Bien que la cognition humaine soit relativement avancée, de nombreux traits traditionnellement utilisés pour justifier l'exceptionnalisme humain (tels que la rationalité, la complexité émotionnelle et les liens sociaux) ne sont pas uniques aux humains. La recherche en éthologie a montré que des animaux non humains, tels que les primates, les éléphants et les cétacés, démontrent également des structures sociales complexes, une profondeur émotionnelle et des capacités de résolution de problèmes. Cela remet en question l'idée que les humains posséderaient des qualités qui sont absentes chez les autres animaux, ce qui justifierait de leur refuser toute considération morale[10].

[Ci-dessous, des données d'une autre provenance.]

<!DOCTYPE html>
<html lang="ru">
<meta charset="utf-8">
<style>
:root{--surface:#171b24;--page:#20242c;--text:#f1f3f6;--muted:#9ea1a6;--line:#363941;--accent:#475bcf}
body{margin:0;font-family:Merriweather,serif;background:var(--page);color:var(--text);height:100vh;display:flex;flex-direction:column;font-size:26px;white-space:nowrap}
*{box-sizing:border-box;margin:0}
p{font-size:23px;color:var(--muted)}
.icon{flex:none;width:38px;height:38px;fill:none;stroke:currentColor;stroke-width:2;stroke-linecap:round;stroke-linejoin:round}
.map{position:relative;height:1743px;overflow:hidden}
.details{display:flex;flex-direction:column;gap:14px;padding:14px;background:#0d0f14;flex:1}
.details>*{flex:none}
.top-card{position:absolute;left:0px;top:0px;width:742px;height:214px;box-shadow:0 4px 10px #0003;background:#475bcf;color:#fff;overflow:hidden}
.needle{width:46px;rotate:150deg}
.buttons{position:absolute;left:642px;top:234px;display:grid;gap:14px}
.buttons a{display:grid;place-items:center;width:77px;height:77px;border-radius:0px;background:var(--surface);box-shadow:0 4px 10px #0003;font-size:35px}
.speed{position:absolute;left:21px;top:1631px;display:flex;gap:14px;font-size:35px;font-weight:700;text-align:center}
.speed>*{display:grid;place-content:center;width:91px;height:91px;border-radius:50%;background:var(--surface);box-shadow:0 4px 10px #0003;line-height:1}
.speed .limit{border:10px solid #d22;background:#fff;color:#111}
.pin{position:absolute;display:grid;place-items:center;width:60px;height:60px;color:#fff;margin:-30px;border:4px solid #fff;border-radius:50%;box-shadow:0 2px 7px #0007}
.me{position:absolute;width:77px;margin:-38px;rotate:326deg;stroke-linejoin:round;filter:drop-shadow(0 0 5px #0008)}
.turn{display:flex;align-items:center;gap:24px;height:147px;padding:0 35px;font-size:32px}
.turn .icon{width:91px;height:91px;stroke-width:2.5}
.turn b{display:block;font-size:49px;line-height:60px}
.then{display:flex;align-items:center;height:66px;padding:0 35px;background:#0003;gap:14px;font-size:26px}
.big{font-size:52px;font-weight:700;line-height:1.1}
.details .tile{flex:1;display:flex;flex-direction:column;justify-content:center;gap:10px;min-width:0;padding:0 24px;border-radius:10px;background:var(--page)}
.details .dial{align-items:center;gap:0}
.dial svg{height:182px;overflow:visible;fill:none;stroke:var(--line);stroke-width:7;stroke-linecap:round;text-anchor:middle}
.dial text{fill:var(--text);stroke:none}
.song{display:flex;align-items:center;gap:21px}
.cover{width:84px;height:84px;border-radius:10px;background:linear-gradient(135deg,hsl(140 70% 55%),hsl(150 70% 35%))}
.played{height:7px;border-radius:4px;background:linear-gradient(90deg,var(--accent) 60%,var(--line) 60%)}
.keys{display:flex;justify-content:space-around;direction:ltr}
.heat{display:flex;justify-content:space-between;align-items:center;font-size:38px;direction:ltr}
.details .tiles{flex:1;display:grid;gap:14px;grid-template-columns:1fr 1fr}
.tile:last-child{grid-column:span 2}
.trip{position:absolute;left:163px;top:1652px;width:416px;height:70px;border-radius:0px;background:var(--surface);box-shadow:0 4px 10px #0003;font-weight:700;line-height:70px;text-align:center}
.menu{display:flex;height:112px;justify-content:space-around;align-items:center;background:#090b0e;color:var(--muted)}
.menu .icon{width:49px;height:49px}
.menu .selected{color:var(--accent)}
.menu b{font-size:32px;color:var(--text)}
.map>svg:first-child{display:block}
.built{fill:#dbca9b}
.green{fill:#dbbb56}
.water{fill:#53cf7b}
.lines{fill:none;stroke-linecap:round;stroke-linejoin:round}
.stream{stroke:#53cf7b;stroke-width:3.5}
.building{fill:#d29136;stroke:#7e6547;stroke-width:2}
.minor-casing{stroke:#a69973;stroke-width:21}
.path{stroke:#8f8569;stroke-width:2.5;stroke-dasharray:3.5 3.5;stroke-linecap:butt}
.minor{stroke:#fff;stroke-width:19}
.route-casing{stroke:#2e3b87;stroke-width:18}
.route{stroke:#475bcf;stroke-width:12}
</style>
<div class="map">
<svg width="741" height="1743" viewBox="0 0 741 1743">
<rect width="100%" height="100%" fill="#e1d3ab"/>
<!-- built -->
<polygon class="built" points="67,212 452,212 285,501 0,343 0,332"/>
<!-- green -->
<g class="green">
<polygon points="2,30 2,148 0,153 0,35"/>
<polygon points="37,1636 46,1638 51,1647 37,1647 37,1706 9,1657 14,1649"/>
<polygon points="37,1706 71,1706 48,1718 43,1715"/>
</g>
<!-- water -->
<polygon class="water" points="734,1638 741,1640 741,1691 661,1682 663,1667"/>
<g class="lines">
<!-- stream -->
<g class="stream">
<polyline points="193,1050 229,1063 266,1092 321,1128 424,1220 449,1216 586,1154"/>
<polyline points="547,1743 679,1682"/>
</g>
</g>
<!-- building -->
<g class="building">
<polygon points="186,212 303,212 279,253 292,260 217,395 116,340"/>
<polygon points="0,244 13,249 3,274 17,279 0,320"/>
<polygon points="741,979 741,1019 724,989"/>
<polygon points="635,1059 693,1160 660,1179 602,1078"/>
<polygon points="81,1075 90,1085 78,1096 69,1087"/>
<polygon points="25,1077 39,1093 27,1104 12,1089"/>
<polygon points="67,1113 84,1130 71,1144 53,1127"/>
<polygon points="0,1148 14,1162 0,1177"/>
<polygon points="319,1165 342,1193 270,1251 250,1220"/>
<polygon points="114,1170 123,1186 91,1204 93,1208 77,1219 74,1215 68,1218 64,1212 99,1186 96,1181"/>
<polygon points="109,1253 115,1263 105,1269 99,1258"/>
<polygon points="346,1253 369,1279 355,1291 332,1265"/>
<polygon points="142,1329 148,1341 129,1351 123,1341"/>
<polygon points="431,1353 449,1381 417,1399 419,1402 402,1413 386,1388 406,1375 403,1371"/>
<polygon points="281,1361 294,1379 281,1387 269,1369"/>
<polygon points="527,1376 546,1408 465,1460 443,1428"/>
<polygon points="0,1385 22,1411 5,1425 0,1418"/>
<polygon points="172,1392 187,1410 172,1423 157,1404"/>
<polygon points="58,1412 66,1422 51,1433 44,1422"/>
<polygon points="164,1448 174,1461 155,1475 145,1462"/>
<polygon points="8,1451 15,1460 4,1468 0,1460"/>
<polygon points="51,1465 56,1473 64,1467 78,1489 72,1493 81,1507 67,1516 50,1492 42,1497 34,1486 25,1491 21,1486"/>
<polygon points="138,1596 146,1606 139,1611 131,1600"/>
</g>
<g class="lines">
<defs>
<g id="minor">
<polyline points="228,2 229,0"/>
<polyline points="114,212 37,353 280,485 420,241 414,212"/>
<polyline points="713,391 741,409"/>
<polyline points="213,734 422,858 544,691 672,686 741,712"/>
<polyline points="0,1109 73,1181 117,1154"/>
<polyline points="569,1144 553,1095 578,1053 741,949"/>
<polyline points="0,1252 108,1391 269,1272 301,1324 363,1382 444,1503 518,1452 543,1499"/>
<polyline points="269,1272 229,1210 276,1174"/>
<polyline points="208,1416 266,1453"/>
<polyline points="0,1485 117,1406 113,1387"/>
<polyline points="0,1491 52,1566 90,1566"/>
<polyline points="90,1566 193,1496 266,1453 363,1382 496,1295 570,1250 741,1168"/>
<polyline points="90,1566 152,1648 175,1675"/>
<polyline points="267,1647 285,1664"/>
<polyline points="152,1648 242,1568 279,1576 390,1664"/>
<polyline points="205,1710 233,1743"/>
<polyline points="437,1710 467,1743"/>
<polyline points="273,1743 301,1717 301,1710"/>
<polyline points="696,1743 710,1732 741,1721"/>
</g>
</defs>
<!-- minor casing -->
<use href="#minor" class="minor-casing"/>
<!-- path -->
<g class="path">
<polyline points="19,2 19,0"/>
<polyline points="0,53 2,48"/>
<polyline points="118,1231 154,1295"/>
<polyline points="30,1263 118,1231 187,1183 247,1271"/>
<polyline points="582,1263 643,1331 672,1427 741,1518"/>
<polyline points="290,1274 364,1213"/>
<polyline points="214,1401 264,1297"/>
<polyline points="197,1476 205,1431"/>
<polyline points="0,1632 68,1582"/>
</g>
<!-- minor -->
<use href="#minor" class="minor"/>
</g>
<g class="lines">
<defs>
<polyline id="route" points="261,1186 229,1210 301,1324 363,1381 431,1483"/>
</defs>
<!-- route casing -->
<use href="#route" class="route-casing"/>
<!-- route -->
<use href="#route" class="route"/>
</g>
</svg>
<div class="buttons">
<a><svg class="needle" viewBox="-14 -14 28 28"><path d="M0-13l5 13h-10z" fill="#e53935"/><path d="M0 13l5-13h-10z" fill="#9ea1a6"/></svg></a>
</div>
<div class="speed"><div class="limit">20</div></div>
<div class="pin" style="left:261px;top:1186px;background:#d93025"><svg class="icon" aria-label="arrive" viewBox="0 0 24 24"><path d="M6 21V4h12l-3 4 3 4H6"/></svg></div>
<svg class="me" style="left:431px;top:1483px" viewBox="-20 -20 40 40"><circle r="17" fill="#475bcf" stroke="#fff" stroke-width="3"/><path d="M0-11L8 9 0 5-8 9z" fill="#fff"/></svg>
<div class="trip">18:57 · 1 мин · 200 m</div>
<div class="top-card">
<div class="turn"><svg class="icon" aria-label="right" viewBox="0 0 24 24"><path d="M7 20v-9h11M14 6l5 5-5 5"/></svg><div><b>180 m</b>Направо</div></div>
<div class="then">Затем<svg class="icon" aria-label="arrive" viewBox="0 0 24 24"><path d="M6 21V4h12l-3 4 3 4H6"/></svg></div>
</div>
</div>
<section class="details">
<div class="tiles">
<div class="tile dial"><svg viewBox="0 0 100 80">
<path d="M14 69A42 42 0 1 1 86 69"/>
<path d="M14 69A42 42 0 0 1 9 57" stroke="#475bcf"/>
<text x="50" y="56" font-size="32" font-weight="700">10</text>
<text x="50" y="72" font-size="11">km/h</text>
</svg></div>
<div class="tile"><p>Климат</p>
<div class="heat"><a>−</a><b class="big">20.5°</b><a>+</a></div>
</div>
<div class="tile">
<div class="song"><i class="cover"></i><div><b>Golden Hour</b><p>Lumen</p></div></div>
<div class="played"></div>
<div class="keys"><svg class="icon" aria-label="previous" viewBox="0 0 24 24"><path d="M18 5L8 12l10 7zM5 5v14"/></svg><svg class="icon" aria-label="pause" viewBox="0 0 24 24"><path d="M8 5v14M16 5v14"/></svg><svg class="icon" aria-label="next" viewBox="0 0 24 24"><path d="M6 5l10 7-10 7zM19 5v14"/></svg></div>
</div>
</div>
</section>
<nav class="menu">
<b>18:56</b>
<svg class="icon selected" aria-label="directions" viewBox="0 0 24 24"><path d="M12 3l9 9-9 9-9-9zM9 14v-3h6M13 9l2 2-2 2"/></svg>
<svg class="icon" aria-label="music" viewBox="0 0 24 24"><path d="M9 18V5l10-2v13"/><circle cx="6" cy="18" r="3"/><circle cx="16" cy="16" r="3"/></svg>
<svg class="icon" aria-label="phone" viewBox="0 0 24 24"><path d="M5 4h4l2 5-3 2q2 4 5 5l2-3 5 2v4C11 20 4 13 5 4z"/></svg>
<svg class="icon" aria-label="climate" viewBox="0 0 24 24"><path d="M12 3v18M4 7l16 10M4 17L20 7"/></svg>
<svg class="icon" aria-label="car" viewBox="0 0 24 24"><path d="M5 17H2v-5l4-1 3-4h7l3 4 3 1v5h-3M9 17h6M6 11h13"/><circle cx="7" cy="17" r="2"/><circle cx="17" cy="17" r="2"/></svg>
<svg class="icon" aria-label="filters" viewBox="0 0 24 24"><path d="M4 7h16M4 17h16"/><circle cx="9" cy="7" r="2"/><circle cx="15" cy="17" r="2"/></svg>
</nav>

Les partisans du bien-être animal attribuent une considération morale à tous les animaux sentients, proportionnelle à leur capacité à éprouver des expériences mentales positives ou négatives. Cela est notamment associé à la théorie éthique de l'utilitarisme, qui vise à maximiser le bien-être. Cette théorie est notamment défendue par Peter Singer[10]. Selon David Pearce, « toutes choses étant égales par ailleurs, des intérêts également forts devraient être traités de manière égale »[11]. Jeremy Bentham est également connu pour avoir soulevé tôt la question du bien-être animal, affirmant que « la question n'est pas : peuvent-ils raisonner ? ni : peuvent-ils parler ? mais : peuvent-ils souffrir ? »[12]. En théorie, les partisans du bien-être animal peuvent accepter l'exploitation animale si les avantages surpassent les torts. Cependant, en pratique, ils considèrent généralement que l'élevage intensif cause une énorme souffrance, qui dépasse de loin les bénéfices que les humains tirent de la consommation d'animaux[10].

Les défenseurs des droits des animaux soutiennent que tous les animaux possèdent des droits inhérents, similaires aux droits humains, et ne devraient pas être exploités à des fins humaines. Contrairement aux défenseurs du bien-être animal, qui se concentrent sur la minimisation de la souffrance, les partisans des droits des animaux appellent souvent à l'abolition totale des pratiques exploitant les animaux, telles que l'élevage intensif, l'expérimentation animale et la chasse. Des figures éminentes comme Tom Regan soutiennent que les animaux sont des « sujets d'une vie » ayant une valeur inhérente, méritant une considération morale, indépendamment des bénéfices potentiels que les humains pourraient tirer de leur utilisation[10].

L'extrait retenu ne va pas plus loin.